Varga did not specify the risks.
The central bank, led by Prime Minister Viktor Orban's ally, Gyorgy Matolcsy, announced a new 2 trillion forint ($9 billion) programme last month to help banks extend cheap loans to firms and help the economy recover from last year's recession.
With elections due next year and inflation near four-decade lows, partly due to utility price cuts imposed by the government, the bank is also expected to make further cuts in its base rate, which it has almost halved since last year to 3.6 percent.
Despite the official interest rate cuts, lending to companies has been contracting for years.
Foreign owners in the heavily taxed banking system have withdrawn funding as European banks have been cutting lending exposure since the 2008 global crisis.

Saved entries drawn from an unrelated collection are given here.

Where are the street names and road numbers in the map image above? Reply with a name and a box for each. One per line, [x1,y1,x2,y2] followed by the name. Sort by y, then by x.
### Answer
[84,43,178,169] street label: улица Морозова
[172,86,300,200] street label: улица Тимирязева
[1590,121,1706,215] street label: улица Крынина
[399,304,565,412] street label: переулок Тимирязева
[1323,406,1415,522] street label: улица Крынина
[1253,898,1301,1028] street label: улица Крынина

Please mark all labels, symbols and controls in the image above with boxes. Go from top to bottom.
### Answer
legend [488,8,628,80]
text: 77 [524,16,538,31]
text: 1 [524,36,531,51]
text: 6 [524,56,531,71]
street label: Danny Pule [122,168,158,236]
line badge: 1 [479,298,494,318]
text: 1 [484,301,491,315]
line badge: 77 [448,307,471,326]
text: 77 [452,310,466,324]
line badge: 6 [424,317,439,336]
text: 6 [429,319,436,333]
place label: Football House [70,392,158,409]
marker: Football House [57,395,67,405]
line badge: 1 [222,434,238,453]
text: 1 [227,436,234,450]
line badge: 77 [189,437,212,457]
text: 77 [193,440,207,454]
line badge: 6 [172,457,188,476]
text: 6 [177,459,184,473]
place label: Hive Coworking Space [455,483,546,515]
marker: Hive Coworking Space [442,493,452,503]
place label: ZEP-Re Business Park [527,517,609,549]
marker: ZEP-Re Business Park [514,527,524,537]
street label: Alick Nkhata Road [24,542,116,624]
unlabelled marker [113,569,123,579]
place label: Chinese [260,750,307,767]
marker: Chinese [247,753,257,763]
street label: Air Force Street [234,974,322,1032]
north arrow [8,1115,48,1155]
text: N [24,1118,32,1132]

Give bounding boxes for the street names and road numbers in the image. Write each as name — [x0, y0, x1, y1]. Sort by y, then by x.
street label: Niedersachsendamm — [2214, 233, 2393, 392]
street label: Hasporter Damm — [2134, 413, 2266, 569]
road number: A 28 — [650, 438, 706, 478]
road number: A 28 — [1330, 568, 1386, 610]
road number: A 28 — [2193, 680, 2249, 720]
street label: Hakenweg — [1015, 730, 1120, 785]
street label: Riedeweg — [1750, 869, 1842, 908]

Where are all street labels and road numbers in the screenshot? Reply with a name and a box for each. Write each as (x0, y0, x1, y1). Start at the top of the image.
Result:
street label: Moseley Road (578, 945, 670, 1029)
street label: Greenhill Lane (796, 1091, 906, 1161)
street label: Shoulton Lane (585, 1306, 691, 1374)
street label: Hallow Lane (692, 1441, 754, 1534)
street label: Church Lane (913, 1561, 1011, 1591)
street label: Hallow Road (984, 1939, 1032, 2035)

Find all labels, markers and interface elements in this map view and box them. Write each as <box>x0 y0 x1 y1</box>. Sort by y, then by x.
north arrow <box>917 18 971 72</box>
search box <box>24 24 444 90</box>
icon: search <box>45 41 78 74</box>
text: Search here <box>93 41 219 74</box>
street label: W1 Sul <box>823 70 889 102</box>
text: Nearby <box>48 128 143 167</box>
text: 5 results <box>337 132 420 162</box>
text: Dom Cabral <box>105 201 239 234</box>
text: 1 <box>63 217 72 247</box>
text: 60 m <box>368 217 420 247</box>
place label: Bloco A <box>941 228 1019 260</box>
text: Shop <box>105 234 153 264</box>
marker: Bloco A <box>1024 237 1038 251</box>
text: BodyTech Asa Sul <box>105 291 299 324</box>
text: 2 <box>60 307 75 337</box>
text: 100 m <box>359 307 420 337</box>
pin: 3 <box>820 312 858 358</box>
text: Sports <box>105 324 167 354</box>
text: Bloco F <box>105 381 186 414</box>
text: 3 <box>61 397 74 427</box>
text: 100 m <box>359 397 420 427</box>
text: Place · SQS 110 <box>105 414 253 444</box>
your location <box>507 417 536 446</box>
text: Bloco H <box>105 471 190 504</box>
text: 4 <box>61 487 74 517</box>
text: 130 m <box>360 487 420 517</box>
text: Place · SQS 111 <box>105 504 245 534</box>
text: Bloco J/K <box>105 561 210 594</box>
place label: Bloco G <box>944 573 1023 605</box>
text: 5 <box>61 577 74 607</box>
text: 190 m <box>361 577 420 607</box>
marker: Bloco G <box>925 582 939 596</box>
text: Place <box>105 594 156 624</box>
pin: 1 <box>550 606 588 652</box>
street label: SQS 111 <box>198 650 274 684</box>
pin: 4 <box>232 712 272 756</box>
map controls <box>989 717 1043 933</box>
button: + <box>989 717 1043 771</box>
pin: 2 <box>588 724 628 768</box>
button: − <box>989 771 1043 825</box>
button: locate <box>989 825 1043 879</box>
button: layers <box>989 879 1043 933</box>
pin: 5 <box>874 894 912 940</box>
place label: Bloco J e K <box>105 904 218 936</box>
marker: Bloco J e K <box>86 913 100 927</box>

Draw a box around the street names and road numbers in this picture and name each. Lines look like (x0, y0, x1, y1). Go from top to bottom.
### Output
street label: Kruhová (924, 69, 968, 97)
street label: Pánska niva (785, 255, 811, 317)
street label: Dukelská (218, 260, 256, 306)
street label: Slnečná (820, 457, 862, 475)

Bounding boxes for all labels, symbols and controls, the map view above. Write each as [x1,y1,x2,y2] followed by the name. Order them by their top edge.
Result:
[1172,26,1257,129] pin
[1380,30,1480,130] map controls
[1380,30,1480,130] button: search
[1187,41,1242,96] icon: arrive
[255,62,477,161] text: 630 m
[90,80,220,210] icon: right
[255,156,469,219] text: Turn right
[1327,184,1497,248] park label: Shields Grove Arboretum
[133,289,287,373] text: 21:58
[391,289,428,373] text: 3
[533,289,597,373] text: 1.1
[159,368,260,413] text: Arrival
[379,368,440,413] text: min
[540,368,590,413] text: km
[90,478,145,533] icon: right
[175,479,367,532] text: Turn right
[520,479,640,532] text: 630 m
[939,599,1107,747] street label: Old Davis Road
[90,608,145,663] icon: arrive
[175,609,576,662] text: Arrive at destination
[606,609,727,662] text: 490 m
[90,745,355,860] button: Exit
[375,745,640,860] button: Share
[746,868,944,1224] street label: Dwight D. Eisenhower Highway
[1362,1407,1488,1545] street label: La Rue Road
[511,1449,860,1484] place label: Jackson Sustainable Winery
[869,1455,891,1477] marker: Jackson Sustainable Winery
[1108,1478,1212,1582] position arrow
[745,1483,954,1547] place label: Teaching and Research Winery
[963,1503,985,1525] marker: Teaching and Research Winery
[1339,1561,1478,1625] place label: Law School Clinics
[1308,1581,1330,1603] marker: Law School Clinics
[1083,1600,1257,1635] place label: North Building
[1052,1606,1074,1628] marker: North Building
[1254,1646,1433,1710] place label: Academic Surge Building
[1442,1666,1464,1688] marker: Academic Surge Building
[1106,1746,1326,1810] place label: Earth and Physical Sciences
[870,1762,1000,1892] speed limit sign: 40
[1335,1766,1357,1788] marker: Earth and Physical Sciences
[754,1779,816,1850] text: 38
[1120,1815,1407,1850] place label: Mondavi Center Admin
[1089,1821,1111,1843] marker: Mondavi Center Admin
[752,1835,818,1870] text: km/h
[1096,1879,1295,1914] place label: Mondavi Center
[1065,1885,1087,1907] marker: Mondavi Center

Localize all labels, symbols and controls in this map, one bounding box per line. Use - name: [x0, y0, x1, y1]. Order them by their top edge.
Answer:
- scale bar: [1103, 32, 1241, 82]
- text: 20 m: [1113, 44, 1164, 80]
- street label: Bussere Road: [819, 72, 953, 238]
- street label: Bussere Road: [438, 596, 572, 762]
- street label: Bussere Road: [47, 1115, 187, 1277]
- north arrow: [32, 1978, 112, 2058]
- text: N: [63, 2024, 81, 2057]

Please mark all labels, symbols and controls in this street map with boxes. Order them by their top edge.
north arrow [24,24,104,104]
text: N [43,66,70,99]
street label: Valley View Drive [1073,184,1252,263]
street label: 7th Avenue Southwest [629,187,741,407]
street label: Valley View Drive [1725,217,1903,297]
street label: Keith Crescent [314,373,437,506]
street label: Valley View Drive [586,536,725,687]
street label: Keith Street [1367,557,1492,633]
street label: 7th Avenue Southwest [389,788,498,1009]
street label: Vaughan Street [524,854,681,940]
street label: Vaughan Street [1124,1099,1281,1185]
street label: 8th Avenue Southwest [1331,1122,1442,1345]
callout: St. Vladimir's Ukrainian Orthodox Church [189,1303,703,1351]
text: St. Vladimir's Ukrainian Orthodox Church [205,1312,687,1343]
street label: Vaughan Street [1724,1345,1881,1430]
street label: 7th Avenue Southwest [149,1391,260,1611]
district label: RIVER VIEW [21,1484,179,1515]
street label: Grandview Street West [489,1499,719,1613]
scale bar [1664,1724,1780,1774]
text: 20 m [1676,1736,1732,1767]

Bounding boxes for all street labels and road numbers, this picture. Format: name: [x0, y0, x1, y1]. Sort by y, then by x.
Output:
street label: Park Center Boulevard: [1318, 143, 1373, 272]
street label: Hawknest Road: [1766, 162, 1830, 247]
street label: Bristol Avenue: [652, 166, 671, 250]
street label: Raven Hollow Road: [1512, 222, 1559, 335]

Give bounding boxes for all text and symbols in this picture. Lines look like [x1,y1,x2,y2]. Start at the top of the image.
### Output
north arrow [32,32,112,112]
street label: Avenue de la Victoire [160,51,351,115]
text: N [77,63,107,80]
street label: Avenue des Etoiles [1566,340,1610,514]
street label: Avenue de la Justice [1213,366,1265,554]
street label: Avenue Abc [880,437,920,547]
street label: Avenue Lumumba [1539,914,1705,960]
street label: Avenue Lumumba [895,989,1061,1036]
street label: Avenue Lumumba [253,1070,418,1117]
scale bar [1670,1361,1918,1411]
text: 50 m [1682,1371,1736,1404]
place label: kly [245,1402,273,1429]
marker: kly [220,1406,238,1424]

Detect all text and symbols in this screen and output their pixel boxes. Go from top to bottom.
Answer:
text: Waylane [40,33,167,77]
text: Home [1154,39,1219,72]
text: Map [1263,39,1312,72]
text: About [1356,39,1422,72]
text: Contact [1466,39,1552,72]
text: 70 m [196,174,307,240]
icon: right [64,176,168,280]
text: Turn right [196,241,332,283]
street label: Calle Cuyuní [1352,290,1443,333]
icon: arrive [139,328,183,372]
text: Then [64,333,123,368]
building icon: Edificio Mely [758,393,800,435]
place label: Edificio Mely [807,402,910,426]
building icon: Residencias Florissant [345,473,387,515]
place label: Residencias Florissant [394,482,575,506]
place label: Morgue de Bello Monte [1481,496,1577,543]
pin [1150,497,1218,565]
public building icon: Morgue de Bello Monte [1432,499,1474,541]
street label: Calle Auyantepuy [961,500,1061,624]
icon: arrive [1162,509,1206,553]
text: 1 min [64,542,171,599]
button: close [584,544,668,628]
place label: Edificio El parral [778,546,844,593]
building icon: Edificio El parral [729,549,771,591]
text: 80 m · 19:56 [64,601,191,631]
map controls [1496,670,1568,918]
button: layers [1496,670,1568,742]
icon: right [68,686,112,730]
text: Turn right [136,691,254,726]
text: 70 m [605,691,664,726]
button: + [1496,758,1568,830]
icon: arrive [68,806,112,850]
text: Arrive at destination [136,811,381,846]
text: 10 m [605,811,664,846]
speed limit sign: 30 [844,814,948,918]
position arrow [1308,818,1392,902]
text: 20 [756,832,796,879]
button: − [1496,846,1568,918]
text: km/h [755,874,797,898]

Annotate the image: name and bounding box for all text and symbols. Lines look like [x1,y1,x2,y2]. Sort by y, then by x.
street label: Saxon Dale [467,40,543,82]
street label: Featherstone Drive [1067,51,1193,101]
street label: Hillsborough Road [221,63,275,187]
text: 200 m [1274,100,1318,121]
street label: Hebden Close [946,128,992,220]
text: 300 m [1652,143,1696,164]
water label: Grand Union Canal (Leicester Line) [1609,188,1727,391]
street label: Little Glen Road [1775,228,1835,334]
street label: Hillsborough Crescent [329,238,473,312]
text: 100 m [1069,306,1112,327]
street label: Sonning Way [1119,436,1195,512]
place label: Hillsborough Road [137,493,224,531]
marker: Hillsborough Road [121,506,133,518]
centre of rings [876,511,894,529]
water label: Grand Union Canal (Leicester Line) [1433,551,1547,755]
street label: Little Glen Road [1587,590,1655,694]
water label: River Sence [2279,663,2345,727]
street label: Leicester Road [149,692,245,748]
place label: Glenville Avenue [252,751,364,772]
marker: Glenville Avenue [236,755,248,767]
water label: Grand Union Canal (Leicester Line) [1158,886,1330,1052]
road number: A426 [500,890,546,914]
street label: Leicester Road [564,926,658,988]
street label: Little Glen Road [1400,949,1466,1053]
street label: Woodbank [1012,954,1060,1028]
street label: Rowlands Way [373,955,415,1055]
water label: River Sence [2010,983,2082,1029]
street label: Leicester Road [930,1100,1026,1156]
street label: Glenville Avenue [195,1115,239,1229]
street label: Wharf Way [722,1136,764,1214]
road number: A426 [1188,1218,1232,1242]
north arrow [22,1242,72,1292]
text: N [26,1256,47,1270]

"As commercial banks show low willingness to lend, we should temporarily try to replace commercial bank loans. The state, and also the national bank, are working on that," Varga said.
"Of course we don't want to return to the vicious circle into which previous governments fell, when they stimulated the economy by letting foreign currency lending rise and they financed social spending from borrowing," he said. ($1 = 219.2062 Hungarian forints) (Reporting by Sandor Peto; Editing by Ruth Pitchford)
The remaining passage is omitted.